Cansado de beber o silêncio do Gulag nos primeiros dias, permitiu-se amizade com músicos. Aprendeu a tocar alguns instrumentos e as noites não eram mais tão solitárias. Percebeu que o céu da Sibéria era imenso e abençoava todas as possibilidades.

As botas engraxadas mancharam o pátio e ninguém entendeu nada. Os soldados deveriam combater os alemães antes de chegarem a Estalingrado, portanto saíram com pressa. O ruído da porteira suja de lama se debatendo ao vento talvez foi o riso da ironia de ser preso por irmãos. Todos os presos continuaram trabalhando, mesmo sem capatazes. Pregou-se que ali deveria ser fundado um povoado que prezasse pelas artes, educação e democracia. Liev, há vinte anos preso, ficou confuso com o som da porteira que se debatia.

"Um dois três , vai!" começaram a tocar e foram-se. A pequena caravana de Liev era composta de ciganos, artistas circenses, músicos e outros nômades, ao passo que os presos provenientes de educação burguesa preferiram ficar. Liev, passando pela porteira, esqueceu-se da falhada condenação de sua ficha.

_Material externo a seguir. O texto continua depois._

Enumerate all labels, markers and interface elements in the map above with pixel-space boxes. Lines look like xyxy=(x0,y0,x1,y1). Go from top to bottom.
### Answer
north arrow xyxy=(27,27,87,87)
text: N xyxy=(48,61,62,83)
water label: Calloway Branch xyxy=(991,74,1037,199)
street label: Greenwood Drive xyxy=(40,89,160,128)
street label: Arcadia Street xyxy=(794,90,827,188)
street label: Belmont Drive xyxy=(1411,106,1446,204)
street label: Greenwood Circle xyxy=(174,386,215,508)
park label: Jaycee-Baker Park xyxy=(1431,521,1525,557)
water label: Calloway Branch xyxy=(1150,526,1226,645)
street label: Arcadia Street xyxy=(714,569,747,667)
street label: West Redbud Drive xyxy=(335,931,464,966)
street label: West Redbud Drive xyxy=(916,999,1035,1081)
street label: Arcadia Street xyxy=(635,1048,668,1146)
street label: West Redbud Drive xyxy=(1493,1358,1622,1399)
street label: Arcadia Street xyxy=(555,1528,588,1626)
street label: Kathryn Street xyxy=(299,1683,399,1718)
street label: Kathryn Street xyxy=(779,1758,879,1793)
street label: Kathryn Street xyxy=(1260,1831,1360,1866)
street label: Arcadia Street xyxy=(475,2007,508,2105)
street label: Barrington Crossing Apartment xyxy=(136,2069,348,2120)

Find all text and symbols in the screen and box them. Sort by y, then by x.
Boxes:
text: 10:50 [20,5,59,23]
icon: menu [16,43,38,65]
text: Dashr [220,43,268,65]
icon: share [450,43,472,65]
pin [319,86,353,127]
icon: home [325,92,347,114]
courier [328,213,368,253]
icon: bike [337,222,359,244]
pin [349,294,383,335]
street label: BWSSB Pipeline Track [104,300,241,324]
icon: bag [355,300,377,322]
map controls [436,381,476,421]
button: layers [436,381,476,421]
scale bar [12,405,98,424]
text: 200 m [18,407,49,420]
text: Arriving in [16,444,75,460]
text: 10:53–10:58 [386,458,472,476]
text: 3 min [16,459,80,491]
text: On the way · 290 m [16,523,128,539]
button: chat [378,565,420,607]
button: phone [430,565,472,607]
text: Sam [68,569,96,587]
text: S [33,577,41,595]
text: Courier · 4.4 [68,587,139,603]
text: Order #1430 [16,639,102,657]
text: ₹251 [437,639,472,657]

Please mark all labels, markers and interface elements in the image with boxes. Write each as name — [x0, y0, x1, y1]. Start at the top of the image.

Na terceira volta pela devastada Eurásia, a caravana congregava quinze hectares de pessoas. Eram órfãos, desertores, mulheres que carregavam filhos da dor e alguns poetas. Seguiam ao mesmo passo; a música incessante trazia conforto. Nos comícios, Liev era questionado sobre um possível assentamento. "Em visão tudo isso me foi dito" dizia ao povo. A caminhada permitiu a expiação das dores, agora partiriam para uma nova terra.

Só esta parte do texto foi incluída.